### Records provided:
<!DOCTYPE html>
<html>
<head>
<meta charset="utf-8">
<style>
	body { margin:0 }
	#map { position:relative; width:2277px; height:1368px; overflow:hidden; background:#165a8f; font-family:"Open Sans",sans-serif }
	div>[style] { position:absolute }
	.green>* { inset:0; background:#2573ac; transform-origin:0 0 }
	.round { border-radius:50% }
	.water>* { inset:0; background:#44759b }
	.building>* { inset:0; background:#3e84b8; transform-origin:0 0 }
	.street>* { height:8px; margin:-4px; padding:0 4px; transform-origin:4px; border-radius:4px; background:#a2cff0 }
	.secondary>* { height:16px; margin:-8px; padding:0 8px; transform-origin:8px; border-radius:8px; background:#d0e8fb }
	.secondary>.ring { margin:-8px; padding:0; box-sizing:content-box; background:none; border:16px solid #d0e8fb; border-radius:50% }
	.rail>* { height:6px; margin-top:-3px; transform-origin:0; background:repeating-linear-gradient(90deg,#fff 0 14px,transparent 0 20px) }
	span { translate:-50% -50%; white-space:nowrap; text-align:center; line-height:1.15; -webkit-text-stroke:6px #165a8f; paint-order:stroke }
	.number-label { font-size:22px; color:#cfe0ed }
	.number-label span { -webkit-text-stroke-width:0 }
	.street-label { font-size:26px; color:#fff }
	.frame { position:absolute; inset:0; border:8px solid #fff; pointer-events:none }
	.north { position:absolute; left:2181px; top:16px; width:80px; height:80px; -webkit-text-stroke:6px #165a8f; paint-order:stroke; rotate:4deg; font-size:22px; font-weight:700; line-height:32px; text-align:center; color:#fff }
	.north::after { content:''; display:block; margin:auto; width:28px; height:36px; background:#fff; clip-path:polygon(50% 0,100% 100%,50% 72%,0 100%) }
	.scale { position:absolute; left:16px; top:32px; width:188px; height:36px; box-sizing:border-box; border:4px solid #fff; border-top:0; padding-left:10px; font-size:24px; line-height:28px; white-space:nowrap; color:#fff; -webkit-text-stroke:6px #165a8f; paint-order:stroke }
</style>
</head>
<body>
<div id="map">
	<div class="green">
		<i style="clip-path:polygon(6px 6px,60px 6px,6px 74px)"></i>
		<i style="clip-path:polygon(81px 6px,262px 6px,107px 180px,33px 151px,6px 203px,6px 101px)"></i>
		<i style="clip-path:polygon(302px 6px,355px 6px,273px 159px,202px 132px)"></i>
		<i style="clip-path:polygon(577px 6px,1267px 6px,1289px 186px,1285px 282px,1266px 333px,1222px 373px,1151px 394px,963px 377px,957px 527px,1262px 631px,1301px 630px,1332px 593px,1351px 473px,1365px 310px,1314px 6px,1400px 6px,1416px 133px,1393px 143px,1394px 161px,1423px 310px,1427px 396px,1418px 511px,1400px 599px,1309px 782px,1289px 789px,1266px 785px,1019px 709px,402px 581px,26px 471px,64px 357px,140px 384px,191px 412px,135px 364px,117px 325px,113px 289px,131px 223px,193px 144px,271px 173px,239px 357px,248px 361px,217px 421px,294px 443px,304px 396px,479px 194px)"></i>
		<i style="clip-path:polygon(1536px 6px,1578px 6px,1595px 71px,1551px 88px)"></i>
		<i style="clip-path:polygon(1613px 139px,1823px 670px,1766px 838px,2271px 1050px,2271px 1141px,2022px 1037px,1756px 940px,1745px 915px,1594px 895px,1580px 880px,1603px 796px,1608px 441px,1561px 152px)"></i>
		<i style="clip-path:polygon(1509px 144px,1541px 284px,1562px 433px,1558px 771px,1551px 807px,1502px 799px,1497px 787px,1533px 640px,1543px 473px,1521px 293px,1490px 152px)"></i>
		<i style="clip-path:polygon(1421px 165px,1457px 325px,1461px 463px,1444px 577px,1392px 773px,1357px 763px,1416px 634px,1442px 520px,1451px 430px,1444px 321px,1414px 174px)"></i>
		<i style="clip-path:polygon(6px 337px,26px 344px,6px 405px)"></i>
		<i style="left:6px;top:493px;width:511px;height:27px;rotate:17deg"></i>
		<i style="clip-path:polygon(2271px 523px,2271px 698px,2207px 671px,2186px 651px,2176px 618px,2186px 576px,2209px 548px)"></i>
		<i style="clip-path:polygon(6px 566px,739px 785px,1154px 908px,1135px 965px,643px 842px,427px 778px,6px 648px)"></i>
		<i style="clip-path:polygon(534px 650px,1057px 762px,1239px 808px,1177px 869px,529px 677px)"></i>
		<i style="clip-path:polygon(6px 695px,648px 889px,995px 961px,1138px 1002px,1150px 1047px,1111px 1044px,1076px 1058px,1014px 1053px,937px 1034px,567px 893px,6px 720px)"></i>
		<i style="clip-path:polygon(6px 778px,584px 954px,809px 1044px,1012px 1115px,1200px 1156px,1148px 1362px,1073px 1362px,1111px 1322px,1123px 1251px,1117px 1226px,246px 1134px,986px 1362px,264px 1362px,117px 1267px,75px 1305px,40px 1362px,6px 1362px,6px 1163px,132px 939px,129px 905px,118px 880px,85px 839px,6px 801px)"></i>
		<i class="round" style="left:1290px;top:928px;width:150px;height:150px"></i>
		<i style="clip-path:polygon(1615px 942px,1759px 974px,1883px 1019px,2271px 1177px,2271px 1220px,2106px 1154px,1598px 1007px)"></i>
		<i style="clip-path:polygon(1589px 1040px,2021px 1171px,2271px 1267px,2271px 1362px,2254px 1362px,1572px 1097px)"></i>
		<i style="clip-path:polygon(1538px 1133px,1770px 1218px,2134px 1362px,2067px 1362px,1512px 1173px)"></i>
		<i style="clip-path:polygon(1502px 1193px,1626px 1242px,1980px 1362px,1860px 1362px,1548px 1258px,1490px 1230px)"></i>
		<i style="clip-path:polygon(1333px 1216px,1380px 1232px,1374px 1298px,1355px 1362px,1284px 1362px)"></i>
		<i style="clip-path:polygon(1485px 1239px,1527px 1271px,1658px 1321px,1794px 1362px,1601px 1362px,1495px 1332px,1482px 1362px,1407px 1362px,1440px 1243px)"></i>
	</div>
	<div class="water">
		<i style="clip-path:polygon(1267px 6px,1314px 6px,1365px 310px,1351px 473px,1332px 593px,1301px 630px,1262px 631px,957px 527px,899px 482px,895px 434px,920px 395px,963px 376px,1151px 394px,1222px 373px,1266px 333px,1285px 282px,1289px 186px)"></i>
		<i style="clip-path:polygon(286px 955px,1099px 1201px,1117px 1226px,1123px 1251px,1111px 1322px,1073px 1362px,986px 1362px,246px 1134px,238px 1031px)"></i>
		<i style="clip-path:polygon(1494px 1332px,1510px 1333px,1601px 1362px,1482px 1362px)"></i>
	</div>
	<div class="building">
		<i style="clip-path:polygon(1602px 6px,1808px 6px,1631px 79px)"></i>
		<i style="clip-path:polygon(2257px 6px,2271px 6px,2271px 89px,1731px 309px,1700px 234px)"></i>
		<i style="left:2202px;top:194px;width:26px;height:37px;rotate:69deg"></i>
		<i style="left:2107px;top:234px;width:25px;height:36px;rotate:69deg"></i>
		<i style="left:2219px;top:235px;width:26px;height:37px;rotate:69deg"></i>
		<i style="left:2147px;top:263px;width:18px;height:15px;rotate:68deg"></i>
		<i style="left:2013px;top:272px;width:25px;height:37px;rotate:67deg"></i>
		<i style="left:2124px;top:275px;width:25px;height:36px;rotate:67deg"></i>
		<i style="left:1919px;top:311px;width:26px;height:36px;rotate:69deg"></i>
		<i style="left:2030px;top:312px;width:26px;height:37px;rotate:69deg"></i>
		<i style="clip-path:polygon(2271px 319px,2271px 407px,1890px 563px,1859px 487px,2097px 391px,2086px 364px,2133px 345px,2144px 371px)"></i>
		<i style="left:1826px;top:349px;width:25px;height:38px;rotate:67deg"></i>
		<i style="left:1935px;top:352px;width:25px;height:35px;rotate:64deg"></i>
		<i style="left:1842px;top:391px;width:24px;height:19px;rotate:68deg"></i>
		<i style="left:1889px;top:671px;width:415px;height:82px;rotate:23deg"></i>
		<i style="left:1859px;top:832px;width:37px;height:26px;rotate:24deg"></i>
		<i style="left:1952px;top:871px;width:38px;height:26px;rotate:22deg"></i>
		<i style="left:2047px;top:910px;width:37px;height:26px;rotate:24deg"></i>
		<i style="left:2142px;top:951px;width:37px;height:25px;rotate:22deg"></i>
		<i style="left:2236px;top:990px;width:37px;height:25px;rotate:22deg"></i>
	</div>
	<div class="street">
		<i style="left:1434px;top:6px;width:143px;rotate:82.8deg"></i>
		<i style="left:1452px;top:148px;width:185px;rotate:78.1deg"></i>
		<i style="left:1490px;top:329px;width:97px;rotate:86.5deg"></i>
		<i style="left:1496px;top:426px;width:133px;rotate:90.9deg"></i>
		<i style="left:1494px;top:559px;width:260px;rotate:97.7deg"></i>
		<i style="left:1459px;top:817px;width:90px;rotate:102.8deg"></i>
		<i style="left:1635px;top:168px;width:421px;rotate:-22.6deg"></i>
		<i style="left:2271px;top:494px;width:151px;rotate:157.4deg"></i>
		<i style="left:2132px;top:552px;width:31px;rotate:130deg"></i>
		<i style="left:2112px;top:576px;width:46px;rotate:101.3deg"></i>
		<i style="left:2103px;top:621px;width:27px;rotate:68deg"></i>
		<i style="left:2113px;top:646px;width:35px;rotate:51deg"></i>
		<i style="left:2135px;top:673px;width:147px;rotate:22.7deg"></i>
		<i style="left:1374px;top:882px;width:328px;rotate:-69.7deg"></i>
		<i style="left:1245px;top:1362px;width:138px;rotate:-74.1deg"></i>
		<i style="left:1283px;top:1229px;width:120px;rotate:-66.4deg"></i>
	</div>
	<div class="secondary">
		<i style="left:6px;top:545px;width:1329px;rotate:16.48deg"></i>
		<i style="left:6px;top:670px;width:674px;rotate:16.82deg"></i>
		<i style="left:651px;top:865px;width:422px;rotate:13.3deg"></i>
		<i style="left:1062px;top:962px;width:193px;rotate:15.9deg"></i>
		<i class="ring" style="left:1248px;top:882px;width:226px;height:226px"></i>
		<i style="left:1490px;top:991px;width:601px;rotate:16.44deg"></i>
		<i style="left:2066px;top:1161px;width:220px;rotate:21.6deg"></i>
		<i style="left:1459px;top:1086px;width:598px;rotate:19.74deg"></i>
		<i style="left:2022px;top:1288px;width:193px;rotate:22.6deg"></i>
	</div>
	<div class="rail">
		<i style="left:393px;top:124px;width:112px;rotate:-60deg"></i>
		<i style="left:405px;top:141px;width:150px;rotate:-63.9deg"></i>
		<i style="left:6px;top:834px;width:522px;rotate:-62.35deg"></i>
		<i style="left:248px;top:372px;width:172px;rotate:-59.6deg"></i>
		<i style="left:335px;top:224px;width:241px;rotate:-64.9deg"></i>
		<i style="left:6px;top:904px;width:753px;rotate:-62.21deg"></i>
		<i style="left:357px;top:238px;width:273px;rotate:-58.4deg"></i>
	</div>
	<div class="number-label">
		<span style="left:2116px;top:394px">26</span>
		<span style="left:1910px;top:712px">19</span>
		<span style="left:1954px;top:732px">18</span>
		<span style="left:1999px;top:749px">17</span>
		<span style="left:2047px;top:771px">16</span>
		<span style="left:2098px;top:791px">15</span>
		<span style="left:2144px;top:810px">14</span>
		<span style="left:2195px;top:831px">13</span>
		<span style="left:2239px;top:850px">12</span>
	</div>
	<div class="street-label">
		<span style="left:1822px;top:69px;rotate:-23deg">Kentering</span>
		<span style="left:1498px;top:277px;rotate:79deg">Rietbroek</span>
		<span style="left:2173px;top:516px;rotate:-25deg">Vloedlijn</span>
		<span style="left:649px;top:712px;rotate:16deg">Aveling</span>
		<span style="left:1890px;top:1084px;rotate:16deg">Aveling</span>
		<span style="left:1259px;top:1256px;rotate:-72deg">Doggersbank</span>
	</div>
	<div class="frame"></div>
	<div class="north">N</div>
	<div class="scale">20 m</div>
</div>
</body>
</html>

### About this task:
Set the material down exactly as written, starting at its first line. The line containing "inset:0; background:#2573ac; transform-origin:0" is the last one to include.

### Result below:
<!DOCTYPE html>
<html>
<head>
<meta charset="utf-8">
<style>
	body { margin:0 }
	#map { position:relative; width:2277px; height:1368px; overflow:hidden; background:#165a8f; font-family:"Open Sans",sans-serif }
	div>[style] { position:absolute }
	.green>* { inset:0; background:#2573ac; transform-origin:0 0 }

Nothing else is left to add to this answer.